*ACTIVITY*.
Pick out all lines with the word "geometry" from the records that follow.

※ ※ ※

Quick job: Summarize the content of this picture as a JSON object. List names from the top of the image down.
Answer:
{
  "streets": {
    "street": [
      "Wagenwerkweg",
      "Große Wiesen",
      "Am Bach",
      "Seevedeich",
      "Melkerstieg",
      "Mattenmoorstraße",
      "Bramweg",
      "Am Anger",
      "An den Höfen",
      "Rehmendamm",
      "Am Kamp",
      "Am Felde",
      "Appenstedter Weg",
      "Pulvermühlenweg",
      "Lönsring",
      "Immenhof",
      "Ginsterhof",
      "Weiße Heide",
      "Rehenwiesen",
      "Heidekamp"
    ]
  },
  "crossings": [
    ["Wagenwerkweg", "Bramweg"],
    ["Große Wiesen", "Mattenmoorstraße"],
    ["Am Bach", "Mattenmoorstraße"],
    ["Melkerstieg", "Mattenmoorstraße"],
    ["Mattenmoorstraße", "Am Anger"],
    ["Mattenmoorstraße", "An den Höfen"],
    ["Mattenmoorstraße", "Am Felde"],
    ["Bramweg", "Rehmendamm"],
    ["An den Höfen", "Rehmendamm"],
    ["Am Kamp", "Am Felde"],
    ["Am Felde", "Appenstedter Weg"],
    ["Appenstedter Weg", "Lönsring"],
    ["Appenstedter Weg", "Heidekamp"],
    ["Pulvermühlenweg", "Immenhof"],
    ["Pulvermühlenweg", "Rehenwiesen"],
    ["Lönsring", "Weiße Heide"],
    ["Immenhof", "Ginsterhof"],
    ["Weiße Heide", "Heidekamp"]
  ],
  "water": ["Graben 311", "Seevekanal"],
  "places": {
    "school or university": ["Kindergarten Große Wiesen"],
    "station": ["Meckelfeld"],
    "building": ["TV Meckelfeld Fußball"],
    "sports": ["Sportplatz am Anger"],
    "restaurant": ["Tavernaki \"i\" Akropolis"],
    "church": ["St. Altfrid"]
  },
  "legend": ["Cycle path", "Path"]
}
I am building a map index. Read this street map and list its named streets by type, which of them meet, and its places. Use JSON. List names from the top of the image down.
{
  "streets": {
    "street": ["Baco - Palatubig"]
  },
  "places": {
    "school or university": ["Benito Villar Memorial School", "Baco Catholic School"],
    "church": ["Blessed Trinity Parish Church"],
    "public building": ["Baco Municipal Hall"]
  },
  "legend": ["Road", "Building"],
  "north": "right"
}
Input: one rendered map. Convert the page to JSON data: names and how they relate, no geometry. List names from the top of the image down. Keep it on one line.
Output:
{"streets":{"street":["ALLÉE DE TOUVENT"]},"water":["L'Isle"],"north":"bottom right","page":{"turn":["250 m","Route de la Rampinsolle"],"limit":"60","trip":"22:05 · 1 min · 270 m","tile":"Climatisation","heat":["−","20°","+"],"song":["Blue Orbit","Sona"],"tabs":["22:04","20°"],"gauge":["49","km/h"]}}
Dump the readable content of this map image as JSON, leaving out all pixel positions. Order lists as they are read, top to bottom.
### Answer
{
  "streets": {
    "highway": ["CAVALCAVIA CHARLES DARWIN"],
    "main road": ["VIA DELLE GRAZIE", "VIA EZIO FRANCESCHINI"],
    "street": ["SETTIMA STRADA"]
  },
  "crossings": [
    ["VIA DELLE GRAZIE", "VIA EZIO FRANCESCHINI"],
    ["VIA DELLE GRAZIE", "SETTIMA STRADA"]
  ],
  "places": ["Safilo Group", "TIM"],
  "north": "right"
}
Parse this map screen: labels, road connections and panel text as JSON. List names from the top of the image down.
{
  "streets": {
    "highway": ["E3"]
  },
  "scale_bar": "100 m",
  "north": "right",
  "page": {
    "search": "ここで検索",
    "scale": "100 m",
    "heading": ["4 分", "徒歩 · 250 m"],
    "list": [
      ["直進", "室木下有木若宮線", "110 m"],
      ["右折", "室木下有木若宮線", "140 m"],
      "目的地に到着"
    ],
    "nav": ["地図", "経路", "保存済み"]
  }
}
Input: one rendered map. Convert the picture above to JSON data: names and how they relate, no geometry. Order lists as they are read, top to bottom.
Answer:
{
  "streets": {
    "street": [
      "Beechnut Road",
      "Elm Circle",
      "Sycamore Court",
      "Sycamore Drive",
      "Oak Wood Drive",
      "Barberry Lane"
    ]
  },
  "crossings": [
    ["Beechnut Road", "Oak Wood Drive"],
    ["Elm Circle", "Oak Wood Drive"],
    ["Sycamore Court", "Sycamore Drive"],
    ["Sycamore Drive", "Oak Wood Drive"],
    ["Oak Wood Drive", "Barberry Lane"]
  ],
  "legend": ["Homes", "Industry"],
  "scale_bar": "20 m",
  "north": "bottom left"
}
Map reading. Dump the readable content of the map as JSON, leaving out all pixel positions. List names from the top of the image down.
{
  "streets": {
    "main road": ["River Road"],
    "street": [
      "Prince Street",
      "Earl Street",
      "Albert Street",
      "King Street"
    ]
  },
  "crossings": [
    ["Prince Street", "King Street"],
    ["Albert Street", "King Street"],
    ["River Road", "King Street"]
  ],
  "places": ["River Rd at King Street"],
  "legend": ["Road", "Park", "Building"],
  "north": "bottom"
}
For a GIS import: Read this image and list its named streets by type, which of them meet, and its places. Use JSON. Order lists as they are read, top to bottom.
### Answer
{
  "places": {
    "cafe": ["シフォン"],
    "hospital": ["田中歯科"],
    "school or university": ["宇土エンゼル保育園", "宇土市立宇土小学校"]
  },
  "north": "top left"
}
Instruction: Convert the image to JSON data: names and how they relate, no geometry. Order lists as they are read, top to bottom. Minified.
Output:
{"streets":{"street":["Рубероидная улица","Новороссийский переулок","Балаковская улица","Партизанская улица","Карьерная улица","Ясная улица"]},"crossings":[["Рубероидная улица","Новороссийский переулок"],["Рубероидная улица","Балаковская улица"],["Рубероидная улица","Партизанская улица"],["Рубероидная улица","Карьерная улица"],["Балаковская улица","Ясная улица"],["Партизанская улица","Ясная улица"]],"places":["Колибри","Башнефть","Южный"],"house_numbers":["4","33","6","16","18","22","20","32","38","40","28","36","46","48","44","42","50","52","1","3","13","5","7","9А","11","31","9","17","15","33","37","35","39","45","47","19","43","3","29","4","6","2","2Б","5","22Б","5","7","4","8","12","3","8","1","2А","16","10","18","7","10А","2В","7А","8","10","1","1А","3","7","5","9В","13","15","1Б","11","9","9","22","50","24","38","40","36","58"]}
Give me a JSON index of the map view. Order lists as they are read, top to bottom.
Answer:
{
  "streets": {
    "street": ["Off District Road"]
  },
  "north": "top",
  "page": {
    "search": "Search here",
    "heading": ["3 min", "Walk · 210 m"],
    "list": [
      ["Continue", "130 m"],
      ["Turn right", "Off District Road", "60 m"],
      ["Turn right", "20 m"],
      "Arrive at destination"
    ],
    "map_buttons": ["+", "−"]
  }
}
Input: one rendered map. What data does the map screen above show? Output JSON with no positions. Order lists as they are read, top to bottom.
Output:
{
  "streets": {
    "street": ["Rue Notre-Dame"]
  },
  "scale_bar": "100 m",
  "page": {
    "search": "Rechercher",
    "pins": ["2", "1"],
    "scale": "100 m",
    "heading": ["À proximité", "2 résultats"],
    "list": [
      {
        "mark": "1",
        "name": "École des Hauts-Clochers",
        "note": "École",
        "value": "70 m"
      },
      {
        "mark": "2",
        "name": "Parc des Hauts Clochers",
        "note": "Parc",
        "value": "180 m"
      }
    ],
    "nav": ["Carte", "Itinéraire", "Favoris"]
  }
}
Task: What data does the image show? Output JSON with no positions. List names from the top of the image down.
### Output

※ ※ ※

*ANSWER FOR THIS EXERCISE*.
Input: one rendered map. Convert the page to JSON data: names and how they relate, no geometry. List names from the top of the image down. Keep it on one line.
Input: one rendered map. Convert the picture above to JSON data: names and how they relate, no geometry. Order lists as they are read, top to bottom.
Instruction: Convert the image to JSON data: names and how they relate, no geometry. Order lists as they are read, top to bottom. Minified.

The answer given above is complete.